Saved entries:
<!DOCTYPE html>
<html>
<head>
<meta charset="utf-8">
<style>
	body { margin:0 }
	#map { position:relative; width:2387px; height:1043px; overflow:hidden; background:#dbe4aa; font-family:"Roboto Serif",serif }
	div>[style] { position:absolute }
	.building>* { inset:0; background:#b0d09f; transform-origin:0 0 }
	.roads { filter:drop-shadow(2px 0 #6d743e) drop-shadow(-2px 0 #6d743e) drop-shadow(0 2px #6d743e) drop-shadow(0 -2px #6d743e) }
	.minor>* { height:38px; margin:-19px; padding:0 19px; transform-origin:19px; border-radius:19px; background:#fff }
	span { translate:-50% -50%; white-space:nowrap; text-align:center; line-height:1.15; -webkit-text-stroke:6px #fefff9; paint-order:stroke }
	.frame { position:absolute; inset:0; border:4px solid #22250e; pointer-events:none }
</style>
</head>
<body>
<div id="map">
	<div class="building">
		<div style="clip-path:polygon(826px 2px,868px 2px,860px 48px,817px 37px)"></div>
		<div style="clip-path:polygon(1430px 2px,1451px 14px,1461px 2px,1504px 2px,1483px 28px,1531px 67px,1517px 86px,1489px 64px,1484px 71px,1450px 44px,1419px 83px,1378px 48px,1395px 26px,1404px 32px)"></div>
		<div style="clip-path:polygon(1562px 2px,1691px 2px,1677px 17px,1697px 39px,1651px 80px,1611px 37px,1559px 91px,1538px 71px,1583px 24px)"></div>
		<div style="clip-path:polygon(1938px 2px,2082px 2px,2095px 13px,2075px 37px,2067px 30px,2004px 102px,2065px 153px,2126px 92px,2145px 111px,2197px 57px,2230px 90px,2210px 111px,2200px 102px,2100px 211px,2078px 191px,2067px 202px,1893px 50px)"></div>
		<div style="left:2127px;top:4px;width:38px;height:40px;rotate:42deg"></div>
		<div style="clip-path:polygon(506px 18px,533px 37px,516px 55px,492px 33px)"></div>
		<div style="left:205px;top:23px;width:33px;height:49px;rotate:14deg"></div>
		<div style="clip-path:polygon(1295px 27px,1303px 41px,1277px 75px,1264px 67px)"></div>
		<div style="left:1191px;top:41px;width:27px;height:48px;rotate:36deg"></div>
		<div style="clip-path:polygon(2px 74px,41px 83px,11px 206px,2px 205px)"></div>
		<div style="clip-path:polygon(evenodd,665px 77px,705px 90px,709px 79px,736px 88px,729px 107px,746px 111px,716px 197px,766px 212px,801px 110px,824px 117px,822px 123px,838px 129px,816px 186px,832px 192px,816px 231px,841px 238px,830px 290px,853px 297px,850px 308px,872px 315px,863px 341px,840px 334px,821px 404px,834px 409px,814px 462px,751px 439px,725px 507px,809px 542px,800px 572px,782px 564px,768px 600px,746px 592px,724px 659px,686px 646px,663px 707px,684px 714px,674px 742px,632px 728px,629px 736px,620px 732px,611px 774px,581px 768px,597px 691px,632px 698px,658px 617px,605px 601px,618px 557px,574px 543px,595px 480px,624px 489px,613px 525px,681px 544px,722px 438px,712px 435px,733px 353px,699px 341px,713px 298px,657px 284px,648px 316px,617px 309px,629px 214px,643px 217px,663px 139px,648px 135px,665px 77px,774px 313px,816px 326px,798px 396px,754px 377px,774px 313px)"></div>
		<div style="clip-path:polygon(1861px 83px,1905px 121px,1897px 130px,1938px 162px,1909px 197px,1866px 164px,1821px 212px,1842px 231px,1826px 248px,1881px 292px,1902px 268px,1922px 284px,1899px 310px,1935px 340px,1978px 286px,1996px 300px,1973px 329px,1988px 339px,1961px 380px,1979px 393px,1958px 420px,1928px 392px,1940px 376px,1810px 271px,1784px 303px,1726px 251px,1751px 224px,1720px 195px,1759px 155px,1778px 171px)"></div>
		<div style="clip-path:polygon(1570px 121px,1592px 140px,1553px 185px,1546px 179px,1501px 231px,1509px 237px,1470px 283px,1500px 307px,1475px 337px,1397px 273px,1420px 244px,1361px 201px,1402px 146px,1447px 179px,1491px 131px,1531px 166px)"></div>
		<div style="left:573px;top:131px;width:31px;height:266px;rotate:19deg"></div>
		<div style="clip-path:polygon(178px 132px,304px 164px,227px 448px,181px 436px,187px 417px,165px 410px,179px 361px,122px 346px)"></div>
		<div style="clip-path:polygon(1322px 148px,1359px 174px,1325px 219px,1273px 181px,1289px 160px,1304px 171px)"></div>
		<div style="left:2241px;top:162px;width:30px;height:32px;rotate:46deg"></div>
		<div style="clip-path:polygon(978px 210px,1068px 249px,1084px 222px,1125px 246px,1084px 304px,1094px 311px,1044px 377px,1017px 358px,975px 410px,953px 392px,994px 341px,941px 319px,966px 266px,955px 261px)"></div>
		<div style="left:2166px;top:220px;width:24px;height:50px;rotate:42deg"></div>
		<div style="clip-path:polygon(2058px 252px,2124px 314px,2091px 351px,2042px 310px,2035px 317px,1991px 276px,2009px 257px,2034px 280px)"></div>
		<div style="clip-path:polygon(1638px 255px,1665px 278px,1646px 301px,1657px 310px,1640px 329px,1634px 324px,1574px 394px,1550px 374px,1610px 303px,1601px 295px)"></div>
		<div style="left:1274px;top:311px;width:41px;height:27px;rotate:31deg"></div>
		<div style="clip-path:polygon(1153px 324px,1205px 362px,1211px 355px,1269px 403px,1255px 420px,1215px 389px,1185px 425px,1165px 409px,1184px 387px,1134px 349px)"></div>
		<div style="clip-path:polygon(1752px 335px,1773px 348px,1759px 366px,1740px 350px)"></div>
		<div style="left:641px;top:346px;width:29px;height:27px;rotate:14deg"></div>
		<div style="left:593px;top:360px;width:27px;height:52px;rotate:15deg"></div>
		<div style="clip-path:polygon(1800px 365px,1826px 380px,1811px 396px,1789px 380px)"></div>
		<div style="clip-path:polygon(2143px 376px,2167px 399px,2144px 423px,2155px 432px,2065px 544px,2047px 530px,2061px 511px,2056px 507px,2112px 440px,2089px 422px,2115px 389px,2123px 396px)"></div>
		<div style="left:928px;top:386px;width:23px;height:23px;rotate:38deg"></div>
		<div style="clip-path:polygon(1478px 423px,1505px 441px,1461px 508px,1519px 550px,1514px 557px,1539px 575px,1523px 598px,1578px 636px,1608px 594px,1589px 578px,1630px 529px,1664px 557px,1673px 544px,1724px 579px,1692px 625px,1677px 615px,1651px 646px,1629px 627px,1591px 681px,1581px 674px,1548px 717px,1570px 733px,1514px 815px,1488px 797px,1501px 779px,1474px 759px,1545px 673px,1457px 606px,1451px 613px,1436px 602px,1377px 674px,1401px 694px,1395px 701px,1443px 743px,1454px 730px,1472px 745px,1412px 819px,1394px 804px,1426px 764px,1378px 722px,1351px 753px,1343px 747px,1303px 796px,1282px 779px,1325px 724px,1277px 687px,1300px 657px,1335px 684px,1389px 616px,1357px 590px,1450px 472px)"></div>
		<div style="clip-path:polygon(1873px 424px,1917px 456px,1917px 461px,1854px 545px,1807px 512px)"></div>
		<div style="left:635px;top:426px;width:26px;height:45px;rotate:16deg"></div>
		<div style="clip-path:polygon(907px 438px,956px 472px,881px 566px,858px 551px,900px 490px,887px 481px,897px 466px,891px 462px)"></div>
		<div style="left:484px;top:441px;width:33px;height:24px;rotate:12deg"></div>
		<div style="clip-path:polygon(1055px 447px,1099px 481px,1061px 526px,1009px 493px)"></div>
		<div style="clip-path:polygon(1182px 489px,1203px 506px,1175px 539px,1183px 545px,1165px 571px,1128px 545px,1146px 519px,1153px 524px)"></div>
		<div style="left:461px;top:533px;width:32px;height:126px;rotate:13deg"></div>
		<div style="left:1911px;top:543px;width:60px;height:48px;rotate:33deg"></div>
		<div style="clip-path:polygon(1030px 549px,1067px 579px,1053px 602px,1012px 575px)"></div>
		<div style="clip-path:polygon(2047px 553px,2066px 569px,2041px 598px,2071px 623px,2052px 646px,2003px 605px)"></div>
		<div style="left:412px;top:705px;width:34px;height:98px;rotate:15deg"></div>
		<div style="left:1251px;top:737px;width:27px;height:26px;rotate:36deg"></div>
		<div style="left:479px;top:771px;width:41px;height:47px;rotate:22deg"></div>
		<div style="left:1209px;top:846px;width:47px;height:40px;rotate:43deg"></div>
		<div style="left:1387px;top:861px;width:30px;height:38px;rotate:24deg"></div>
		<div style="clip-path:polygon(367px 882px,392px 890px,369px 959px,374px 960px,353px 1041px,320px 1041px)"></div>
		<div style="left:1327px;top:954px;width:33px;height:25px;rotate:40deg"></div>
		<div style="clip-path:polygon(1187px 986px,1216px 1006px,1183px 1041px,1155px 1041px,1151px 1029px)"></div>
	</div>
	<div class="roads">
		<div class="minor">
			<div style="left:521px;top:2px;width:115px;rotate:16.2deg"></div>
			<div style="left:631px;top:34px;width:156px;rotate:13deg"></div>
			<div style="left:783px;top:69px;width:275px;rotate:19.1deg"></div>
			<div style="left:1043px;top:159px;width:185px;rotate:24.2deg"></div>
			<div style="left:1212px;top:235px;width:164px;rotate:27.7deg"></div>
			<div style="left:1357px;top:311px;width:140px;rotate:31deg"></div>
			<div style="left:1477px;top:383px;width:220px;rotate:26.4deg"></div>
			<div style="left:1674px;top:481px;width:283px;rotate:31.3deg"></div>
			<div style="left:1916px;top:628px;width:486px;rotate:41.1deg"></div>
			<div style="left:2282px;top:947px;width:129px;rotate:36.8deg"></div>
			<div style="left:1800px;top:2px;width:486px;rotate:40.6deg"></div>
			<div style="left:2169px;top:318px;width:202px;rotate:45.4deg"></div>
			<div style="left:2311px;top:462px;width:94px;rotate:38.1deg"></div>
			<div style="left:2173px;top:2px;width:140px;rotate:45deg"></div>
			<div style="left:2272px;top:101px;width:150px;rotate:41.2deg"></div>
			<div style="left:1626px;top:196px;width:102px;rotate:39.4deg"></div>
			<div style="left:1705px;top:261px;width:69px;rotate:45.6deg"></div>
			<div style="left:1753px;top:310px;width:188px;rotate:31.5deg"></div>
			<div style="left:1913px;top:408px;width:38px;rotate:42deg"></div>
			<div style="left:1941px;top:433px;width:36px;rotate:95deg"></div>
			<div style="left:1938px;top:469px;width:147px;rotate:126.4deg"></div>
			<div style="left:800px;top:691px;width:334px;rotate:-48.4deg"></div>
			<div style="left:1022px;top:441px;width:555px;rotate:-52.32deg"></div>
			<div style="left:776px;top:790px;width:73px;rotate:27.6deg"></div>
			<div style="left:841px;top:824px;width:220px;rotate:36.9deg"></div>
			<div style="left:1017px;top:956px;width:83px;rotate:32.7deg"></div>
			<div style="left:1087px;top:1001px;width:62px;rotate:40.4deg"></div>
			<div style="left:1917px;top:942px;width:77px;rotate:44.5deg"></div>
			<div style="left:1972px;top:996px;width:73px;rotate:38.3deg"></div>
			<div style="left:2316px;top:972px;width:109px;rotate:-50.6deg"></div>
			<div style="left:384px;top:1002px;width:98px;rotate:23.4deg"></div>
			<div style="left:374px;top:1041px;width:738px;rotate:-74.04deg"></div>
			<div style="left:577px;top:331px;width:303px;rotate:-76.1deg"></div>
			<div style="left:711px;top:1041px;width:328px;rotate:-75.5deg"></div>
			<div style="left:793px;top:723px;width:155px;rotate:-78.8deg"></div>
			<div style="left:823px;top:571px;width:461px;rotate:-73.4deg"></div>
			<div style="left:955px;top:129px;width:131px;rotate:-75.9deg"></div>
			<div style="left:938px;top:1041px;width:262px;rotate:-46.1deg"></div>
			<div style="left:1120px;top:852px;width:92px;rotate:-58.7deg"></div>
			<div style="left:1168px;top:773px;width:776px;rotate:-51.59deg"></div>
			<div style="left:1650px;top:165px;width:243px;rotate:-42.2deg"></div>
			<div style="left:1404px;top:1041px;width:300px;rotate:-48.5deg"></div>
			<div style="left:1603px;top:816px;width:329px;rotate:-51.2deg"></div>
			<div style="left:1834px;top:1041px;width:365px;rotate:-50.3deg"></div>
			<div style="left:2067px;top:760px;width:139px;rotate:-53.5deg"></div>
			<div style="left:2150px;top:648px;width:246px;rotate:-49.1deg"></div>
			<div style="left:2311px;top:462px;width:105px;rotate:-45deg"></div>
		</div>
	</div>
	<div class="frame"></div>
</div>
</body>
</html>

Task description:
Please reproduce, exactly as they appear above, the lines from the line containing "position:relative; width:2387px; height:1043px;" up to and including the line containing "filter:drop-shadow(2px 0 #6d743e)".

Response:
	#map { position:relative; width:2387px; height:1043px; overflow:hidden; background:#dbe4aa; font-family:"Roboto Serif",serif }
	div>[style] { position:absolute }
	.building>* { inset:0; background:#b0d09f; transform-origin:0 0 }
	.roads { filter:drop-shadow(2px 0 #6d743e) drop-shadow(-2px 0 #6d743e) drop-shadow(0 2px #6d743e) drop-shadow(0 -2px #6d743e) }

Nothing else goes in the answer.